Problem statement :: Set down exactly the lines in the records below that run from the line with "display:flex; justify-content:space-between; align-items:center;" to the line with "font-size:20px; font-weight:400; color:#757577", inclusive, and nothing more.

Extracted data ::

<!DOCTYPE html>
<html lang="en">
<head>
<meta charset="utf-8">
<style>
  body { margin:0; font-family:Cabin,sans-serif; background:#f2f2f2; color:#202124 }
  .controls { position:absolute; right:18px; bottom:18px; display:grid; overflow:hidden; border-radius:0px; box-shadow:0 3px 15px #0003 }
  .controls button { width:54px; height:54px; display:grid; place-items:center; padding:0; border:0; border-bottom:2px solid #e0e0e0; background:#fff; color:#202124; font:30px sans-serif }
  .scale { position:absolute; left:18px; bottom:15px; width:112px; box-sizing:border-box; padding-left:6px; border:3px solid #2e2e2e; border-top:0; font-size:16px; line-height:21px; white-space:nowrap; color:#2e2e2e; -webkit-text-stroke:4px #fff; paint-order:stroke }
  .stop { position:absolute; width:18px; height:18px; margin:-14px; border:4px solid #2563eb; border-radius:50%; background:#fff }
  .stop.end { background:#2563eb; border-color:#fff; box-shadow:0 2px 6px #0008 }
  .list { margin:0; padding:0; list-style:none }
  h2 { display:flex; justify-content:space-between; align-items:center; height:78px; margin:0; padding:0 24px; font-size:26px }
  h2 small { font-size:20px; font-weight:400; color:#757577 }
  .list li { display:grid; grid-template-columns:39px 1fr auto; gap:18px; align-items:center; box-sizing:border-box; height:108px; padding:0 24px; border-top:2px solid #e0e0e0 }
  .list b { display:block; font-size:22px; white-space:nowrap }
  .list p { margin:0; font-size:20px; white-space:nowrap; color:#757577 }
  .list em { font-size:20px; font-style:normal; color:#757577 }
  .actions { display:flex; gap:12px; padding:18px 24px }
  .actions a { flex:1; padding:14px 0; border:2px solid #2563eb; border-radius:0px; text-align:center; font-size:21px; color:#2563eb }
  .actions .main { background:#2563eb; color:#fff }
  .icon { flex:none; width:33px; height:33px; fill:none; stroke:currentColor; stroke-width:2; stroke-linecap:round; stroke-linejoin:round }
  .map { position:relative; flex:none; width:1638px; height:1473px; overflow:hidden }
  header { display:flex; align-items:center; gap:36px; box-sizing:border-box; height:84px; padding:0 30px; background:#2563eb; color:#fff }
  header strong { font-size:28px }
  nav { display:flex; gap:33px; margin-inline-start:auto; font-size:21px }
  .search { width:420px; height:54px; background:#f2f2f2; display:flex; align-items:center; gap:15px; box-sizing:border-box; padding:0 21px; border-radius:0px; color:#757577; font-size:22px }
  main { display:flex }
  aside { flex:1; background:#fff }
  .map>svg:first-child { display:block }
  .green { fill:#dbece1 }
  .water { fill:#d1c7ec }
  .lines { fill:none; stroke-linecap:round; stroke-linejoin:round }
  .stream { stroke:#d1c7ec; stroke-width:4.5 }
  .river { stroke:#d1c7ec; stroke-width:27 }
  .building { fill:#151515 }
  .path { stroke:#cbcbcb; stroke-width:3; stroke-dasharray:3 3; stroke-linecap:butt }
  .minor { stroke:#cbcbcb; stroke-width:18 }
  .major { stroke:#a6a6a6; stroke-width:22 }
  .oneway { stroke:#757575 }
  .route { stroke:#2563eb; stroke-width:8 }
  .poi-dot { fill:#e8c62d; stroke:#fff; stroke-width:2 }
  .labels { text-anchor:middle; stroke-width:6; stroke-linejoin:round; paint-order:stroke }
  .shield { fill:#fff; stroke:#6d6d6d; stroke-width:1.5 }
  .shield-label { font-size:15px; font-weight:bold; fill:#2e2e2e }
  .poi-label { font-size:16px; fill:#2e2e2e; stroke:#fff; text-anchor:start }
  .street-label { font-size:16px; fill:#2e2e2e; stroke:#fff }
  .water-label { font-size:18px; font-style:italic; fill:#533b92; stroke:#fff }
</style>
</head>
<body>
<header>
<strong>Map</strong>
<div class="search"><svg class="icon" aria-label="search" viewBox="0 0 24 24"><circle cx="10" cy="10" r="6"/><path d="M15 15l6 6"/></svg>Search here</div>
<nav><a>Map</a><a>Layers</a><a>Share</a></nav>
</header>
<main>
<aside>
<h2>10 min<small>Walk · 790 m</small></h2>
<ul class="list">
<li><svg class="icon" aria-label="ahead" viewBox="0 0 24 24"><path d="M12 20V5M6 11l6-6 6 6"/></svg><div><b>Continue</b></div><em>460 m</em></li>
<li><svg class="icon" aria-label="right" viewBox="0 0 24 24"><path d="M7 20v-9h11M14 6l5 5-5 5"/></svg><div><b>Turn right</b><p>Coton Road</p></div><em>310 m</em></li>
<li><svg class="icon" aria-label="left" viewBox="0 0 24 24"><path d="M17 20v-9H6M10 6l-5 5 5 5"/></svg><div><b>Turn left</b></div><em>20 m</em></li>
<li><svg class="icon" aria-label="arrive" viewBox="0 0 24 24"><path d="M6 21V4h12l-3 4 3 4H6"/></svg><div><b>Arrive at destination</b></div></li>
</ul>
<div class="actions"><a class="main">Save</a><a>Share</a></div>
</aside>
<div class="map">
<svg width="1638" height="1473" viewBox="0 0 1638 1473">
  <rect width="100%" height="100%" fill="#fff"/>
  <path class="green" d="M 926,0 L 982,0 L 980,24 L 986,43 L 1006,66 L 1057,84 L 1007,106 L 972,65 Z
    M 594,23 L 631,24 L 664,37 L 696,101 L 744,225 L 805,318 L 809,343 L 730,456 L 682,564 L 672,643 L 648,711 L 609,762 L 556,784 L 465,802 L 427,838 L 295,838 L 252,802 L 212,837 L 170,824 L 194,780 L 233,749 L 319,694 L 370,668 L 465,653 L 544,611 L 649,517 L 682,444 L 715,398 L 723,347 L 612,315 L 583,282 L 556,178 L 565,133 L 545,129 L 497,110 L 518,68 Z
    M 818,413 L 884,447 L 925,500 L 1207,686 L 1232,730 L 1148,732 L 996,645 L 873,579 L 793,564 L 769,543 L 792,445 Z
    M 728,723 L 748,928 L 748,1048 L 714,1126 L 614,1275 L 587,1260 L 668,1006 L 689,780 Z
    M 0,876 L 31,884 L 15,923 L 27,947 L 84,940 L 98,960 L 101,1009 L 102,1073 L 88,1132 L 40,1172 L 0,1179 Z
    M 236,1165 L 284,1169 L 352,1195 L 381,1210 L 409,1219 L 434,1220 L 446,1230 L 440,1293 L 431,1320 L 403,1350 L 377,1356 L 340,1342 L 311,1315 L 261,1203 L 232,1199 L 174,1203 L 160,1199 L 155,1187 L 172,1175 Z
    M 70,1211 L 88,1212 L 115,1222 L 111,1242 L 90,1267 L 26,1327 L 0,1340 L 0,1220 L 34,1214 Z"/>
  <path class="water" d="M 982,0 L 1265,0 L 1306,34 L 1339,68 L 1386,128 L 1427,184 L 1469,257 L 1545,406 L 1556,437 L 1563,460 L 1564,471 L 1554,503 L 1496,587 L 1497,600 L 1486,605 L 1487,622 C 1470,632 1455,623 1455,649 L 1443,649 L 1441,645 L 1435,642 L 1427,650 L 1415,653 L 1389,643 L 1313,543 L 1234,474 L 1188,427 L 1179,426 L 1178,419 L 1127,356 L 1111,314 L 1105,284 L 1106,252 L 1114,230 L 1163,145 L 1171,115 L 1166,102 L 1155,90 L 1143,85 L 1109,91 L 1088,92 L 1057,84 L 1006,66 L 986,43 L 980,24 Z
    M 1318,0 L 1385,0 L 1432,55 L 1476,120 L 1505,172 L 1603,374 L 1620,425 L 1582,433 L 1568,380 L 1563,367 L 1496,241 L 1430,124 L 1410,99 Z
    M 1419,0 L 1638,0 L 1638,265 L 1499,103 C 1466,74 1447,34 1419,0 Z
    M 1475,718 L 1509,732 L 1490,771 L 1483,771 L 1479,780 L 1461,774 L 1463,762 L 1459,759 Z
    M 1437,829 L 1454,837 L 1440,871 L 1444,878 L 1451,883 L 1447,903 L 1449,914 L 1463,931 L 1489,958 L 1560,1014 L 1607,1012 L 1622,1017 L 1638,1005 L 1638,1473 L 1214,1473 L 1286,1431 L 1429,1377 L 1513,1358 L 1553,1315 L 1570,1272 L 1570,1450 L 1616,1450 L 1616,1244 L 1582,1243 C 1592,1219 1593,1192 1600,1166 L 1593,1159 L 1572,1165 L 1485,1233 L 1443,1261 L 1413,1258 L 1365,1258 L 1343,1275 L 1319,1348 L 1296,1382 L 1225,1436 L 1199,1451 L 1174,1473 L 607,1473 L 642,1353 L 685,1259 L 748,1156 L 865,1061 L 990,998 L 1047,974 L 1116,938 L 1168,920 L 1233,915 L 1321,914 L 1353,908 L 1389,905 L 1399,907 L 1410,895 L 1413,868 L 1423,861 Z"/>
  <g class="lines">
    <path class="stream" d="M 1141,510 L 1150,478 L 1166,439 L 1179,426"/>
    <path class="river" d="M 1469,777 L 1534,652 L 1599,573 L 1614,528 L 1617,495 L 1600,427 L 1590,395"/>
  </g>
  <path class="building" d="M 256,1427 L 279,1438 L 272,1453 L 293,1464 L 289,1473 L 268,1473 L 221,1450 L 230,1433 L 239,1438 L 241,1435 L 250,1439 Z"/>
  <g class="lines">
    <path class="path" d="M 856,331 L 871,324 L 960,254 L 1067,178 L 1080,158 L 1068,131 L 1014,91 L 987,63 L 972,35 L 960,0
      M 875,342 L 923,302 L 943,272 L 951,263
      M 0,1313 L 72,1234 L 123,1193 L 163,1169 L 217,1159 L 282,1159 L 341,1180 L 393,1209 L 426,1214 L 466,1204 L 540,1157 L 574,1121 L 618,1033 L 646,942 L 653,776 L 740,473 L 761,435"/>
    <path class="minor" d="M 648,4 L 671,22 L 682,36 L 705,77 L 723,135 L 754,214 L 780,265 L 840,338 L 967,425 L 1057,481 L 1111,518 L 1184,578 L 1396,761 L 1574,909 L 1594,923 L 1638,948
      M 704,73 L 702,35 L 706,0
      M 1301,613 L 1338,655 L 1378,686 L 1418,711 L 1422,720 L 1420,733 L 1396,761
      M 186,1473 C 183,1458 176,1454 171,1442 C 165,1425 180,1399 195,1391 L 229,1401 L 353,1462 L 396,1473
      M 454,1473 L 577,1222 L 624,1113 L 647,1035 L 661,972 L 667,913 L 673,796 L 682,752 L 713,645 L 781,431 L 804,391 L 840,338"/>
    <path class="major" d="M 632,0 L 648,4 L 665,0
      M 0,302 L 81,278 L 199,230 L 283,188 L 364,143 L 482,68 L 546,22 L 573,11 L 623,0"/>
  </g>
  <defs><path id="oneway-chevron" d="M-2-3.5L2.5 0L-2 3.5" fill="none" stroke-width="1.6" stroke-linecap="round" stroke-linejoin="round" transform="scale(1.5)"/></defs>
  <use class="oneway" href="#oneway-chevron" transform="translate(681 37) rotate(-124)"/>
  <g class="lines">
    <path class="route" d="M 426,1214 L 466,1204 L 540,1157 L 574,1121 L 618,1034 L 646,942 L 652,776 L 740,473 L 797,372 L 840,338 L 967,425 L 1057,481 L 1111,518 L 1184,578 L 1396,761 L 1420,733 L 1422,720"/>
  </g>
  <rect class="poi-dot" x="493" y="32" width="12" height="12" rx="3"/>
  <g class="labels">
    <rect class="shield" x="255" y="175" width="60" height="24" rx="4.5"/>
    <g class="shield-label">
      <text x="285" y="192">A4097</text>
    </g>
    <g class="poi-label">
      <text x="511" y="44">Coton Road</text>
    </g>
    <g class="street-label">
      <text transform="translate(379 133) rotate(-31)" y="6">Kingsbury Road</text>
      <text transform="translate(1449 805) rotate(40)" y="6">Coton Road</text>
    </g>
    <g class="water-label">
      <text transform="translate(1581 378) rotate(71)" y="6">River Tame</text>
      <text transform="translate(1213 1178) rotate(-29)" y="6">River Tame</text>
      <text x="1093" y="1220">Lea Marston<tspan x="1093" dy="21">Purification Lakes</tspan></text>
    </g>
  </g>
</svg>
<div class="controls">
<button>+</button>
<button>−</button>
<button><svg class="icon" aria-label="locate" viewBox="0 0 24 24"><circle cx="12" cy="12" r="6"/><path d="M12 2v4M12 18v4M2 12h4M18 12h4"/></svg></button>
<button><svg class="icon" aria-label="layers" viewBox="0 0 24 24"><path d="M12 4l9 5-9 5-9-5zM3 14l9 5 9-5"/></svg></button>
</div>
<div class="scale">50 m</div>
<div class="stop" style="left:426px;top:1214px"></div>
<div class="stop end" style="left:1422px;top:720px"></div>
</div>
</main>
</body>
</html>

Solution below ::
  h2 { display:flex; justify-content:space-between; align-items:center; height:78px; margin:0; padding:0 24px; font-size:26px }
  h2 small { font-size:20px; font-weight:400; color:#757577 }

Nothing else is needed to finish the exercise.